Since NASA announced the discovery of Trappist-1, a dwarf star, and its planetary system in February, astronomers and scientists have posited it as among the likeliest candidates for finding life outside our solar system.

Scientists thought the Trappist-1 system was at least 500 million years old when it was first discovered, based on its mass. But a new study has found that age to be a big underestimate: The planetary system could be more than twice as old as our own solar system.

At the very least, the Trappist-1 star is 5.4 billion years old, almost a billion years older than our solar system, which formed around 4.5 billion years ago. But it could be far older—up to 9.8 billion years old, according to the study by researchers from the University of California, San Diego, and NASA’s Jet Propulsion Laboratory, published in The Astrophysical Journal.

Old age does not necessarily mean there cannot have been, or still be, forms of life on the planets in this system. Trappist-1 is an ultracool dwarf star that flares less than younger stars, like our sun. Solar flares can damage nearby planets: A 2012 solar flare that tore through the Earth’s orbit could have caused major damage had it hit the planet. Some experts also propose that the longer a planet has been around, the more time it would have had for increasingly complex forms of life to develop.

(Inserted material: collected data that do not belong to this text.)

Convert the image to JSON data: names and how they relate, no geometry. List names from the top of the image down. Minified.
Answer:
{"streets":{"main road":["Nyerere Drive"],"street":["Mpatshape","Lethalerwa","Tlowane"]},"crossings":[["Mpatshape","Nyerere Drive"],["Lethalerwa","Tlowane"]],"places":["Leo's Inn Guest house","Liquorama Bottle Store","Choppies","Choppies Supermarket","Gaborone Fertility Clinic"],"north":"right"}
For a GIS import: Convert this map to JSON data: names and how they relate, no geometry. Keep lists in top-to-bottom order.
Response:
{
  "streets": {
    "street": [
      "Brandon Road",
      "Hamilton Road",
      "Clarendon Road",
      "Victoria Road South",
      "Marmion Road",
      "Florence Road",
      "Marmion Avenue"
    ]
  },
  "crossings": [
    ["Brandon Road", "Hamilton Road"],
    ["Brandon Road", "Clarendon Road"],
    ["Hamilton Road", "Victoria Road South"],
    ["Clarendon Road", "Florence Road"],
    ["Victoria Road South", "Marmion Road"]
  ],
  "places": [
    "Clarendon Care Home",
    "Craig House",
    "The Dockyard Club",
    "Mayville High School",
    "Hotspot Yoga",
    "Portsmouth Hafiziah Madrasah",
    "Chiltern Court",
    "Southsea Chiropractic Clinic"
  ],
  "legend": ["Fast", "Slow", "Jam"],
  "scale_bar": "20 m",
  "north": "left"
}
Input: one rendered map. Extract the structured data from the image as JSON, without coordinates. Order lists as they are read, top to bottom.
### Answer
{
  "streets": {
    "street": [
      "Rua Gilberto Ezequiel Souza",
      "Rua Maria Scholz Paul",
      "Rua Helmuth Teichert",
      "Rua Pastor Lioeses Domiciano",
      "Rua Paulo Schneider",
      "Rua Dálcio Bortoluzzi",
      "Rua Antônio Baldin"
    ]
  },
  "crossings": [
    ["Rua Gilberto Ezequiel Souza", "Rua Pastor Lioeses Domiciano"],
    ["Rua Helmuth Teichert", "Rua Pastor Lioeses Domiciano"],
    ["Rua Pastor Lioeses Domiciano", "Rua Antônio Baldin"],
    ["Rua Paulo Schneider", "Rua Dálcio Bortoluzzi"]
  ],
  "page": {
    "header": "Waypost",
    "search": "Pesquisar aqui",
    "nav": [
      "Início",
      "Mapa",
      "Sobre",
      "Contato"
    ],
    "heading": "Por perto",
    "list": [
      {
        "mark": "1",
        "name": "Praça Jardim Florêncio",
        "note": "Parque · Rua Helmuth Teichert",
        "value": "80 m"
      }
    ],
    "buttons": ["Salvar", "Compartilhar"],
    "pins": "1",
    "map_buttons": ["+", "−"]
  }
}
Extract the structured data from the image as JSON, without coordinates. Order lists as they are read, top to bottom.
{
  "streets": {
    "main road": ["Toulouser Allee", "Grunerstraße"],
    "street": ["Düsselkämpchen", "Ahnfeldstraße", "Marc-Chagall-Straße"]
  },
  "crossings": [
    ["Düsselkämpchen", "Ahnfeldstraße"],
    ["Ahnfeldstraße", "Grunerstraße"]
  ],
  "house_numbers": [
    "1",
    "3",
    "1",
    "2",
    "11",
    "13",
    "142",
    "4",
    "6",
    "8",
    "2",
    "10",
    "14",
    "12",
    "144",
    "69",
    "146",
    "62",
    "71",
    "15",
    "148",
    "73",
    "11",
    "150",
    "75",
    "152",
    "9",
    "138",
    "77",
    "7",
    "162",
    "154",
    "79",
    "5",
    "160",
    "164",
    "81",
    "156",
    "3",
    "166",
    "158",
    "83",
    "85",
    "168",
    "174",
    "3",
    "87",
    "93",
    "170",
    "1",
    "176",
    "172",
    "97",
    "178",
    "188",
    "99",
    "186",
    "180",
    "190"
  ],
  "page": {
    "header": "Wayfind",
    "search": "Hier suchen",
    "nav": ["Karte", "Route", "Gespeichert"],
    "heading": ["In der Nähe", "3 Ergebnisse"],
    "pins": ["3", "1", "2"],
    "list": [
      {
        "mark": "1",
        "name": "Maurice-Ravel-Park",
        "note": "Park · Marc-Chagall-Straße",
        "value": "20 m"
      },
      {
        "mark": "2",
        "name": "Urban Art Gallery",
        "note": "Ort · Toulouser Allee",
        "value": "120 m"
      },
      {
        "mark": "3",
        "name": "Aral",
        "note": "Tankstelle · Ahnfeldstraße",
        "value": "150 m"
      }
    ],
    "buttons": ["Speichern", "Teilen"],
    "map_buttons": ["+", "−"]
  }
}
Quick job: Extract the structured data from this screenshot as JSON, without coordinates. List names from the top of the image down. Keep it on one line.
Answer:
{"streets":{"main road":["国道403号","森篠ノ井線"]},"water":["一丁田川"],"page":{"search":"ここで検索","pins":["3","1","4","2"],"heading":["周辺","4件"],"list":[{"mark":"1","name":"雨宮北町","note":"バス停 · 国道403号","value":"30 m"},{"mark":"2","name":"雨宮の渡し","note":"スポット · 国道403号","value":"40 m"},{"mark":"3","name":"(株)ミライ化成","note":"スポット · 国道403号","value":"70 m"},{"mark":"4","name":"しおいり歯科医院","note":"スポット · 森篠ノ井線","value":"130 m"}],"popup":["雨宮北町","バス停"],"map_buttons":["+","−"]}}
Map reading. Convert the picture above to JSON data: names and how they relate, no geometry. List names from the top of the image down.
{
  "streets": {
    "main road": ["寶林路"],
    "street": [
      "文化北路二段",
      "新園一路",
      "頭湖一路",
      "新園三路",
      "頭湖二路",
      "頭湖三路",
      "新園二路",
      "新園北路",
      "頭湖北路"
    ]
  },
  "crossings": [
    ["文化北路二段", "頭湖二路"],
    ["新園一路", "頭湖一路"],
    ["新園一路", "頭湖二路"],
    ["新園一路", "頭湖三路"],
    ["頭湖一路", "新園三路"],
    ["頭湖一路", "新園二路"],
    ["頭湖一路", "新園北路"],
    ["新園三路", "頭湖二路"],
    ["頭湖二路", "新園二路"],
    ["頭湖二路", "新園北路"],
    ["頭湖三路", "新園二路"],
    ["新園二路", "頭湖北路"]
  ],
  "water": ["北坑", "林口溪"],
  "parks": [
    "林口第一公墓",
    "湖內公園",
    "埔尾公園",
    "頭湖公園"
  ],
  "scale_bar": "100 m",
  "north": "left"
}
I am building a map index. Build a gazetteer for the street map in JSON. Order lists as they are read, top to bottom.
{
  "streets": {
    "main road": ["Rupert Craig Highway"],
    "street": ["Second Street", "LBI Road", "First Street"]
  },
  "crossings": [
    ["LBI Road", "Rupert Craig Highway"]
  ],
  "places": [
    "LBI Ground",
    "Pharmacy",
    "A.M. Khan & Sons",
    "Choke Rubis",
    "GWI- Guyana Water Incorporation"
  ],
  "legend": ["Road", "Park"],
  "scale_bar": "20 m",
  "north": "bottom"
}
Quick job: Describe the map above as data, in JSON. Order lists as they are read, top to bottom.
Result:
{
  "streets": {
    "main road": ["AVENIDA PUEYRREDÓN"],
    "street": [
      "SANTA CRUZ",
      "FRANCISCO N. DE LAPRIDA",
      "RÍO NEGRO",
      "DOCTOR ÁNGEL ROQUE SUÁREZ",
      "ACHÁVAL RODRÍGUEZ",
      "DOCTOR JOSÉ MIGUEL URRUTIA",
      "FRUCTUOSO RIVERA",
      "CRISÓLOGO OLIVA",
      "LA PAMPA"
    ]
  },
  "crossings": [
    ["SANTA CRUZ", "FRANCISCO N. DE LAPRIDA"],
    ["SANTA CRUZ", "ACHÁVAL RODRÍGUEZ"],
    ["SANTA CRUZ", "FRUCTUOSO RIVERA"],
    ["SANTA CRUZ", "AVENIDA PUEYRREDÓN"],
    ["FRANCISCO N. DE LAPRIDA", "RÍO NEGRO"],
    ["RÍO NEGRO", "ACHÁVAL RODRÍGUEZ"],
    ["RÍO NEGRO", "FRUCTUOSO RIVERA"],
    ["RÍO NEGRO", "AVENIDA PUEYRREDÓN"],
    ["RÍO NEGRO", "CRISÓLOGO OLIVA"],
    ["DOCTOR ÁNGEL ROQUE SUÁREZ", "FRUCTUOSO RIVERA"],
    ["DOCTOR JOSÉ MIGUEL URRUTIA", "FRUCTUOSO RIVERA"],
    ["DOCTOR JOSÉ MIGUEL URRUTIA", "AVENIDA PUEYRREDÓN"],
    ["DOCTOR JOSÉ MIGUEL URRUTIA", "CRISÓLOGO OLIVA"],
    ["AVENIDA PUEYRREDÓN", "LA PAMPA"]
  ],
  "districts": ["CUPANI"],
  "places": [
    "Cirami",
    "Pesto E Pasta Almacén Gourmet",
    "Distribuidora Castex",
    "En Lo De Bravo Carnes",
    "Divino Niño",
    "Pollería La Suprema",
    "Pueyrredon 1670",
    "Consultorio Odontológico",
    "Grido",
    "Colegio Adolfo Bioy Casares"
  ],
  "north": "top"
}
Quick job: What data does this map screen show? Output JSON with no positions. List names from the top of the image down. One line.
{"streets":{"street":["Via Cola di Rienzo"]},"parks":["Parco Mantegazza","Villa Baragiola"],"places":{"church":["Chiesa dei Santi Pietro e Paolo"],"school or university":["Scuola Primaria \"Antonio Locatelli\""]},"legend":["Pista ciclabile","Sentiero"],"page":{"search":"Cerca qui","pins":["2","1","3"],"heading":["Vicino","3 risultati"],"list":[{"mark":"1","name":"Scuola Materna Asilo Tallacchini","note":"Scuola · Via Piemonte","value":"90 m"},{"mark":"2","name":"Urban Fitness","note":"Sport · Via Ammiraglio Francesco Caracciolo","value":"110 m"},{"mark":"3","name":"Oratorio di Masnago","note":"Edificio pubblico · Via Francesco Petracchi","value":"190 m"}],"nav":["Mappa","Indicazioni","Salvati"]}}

But Trappist-1’s old age does mean that the planets in its system have soaked up billions of years worth of radiation that may have boiled off any liquid water and potentially even the planet’s atmospheres. Mars is an example of a planet in our solar system that may have once had liquid water on its surface but lost it due to gradual evaporation.

“If there is life on these planets, I would speculate that it has to be hardy life, because it has to be able to survive some potentially dire scenarios for billions of years,” said Adam Burgasser, astronomer at the University of California and the paper’s first author.

Located about 40 light years away from our solar system and one-eighth the size of the sun, Trappist-1 is orbited by seven planets that are relatively close in size to Earth. Three of these planets were found to be in the so-called habitable zone—a distance from the star that meant the planets were neither too hot nor too cold to prevent liquid water from pooling on their surfaces.

The fact that the planets are very close together has also raised the possibility of panspermia, or the spread of life between the different planets in the system. A mathematical model proposed by University of Chicago astrophysicists earlier in 2017 suggested that the chances of life transferring between Trappist-1’s planets was “orders of magnitude higher” than the same event occurring between Earth and Mars.